Gegen diesen Bescheid richtet sich die vorliegende Beschwerde, mit der Rechtswidrigkeit des Inhaltes, in eventu Rechtswidrigkeit infolge Verletzung von Verfahrensvorschriften geltend gemacht wird.

Die belangte Behörde hat auf die Erstattung einer Gegenschrift verzichtet, jedoch mit der Vorlage der Verwaltungsstrafakten beantragt, die Beschwerde als unbegründet abzuweisen.

Der Verwaltungsgerichtshof hat erwogen:

Der Beschwerdeführer läßt die Feststellungen der belangten Behörde unbestritten, vertritt jedoch die Meinung, auch wenn durch die Akteneinsicht seines Vertreters (am 29. November 1989) die Erlassung der Strafverfügung und die erfolgte Hinterlegung bekannt geworden seien, habe er erst am 13. Dezember 1989 durch die Mitteilung des B (von der Fa. A), daß offenkundig mehrere Zustellscheine weggeworfen worden seien, vom Wiedereinsetzungsgrund erfahren. Daher sei der mit 13. Dezember 1989 datierte, am 19. Dezember 1989 zur Post gegebene Antrag auf Wiedereinsetzung rechtzeitig.

Diesem Vorbringen kommt keine Berechtigung zu.
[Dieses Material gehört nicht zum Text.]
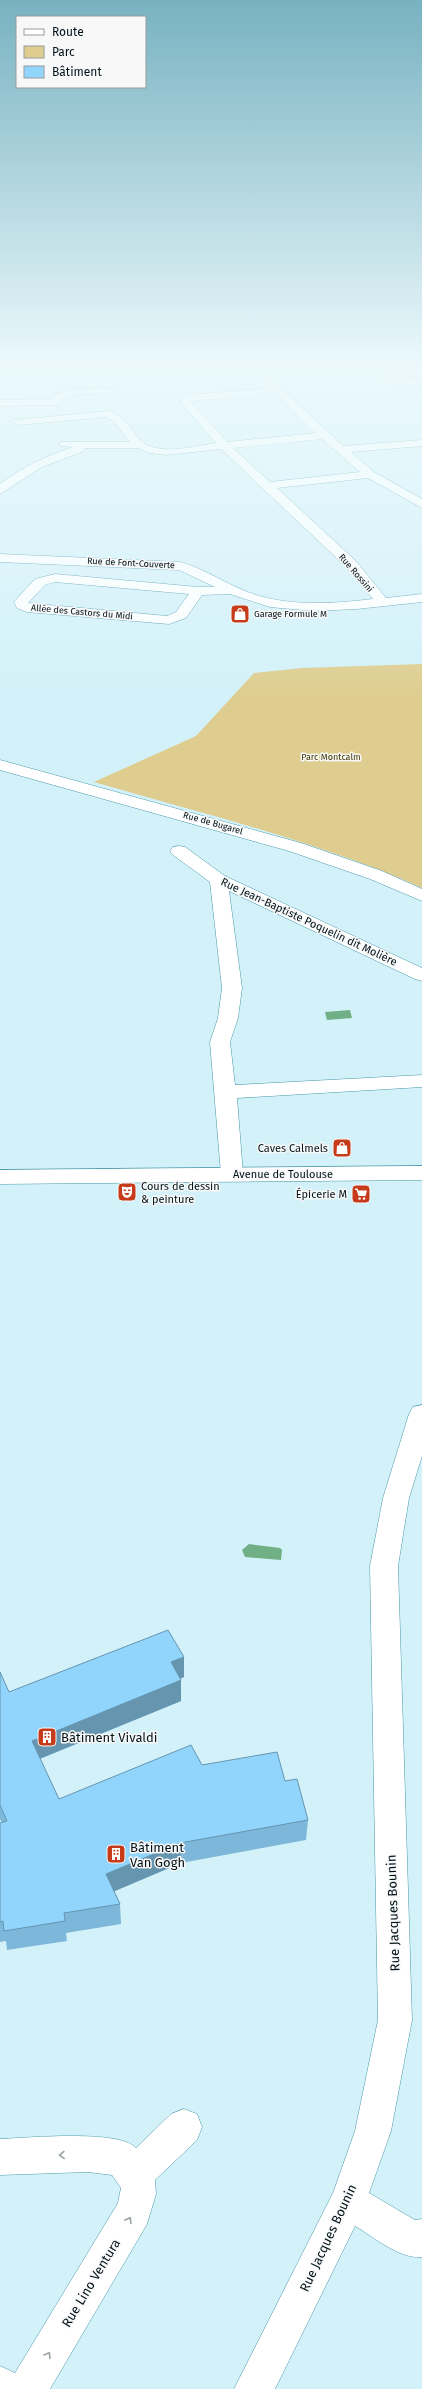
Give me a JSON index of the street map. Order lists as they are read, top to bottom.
{
  "streets": {
    "street": [
      "Rue de Font-Couverte",
      "Rue Rossini",
      "Allée des Castors du Midi",
      "Rue de Bugarel",
      "Rue Jean-Baptiste Poquelin dit Molière",
      "Avenue de Toulouse",
      "Rue Jacques Bounin",
      "Rue Lino Ventura"
    ]
  },
  "crossings": [
    ["Rue de Font-Couverte", "Rue Rossini"],
    ["Rue de Font-Couverte", "Allée des Castors du Midi"]
  ],
  "one_way": ["Rue Lino Ventura"],
  "parks": ["Parc Montcalm"],
  "places": {
    "shop": ["Garage Formule M", "Caves Calmels"],
    "theatre": ["Cours de dessin & peinture"],
    "supermarket": ["Épicerie M"],
    "building": ["Bâtiment Vivaldi", "Bâtiment Van Gogh"]
  },
  "legend": ["Route", "Parc", "Bâtiment"]
}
Nach der Rechtsprechung des Verwaltungsgerichtshofes (vgl. z. B. die hg. Erkenntnisse vom 7. September 1988, Zl. 88/18/0104, und vom 22. Oktober 1990, Zl. 90/19/0314) ist die Zustellung einer Mahnung zur Bezahlung einer Geldstrafe unter Hinweis auf eine erlassene Strafverfügung nicht dem Aufhören des der Einbringung eines Einspruches gegen die Strafverfügung, mit der die Geldstrafe verhängt wurde, entgegenstehenden Hindernisses gleichzusetzen. Demzufolge hat auch die belangte Behörde den Zeitpunkt der Zustellung der Mahnung nicht als maßgebend für den Beginn des Laufes der Wiedereinsetzungsfrist erachtet. Entgegen dem Vorbringen des Beschwerdeführers fällt aber das Hindernis im Falle einer sodann durch den Vertreter des Beschwerdeführers erfolgten Einsicht in den maßgebenden Verwaltungsstrafakt, bei welchem der Umstand, daß eine Hinterlegungsanzeige erfolgt ist, diese aber den Beschwerdeführer nicht erreicht hat, bekannt wird, weg (vgl. das hg. Erkenntnis vom 7. September 1988, Zl. 88/18/0104). Denn schon damit war es dem Beschwerdeführer möglich, einen Antrag auf Wiedereinsetzung unter Hinweis darauf, daß er keine Hinterlegungsanzeige erhalten habe, zu stellen. Er konnte im übrigen auch sogleich an seinem Arbeitsplatz in dieser Richtung weitere Erhebungen anstellen. Da somit die Wiedereinsetzungsfrist mit Ablauf des 29. November 1989 zu laufen begonnen hat, hat die belangte Behörde mit Recht den erst am 19. Dezember 1989 zur Post gegebenen Antrag als verspätet erachtet.

Da sich somit die Beschwerde als unbegründet erweist, war sie gemäß § 42 Abs. 1 VwGG abzuweisen.

Die Entscheidung über den Aufwandersatz gründet sich auf die §§ 47 ff. VwGG in Verbindung mit der Verordnung BGBl. Nr. 104/1991.